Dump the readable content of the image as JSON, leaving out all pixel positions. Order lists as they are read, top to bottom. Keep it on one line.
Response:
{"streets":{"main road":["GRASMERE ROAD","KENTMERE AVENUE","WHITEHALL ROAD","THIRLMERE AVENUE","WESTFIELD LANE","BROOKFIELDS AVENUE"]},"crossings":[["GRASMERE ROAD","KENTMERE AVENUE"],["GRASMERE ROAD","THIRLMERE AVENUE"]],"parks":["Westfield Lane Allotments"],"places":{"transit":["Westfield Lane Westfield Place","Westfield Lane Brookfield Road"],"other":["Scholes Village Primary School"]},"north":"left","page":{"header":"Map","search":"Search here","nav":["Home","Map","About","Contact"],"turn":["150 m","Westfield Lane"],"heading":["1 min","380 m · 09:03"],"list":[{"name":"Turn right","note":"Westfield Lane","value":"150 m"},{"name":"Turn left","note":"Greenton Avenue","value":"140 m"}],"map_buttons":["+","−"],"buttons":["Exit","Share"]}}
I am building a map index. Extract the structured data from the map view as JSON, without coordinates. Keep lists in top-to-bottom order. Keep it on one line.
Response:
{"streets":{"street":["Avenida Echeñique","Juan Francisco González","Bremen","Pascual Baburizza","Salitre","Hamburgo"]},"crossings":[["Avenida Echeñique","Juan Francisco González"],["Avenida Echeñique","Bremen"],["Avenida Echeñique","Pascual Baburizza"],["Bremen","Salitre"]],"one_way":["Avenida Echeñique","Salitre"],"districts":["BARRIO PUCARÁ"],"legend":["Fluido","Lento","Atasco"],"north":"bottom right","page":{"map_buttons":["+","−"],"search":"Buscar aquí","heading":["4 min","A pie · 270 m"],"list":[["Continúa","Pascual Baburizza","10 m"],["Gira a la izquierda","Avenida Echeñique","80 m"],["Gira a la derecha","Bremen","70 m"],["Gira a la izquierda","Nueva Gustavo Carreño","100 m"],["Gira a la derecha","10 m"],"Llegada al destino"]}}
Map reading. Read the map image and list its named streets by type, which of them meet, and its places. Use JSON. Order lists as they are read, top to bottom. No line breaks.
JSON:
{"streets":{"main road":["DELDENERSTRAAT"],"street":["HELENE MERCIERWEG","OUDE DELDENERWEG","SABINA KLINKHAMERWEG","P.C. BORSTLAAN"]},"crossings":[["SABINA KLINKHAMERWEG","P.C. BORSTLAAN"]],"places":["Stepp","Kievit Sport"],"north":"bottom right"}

::::::::

▶ [Work to be completed]: Your answer should be all lines from the data that contain "Keep".

▶ [Your response]:
Dump the readable content of the image as JSON, leaving out all pixel positions. Order lists as they are read, top to bottom. Keep it on one line.
I am building a map index. Extract the structured data from the map view as JSON, without coordinates. Keep lists in top-to-bottom order. Keep it on one line.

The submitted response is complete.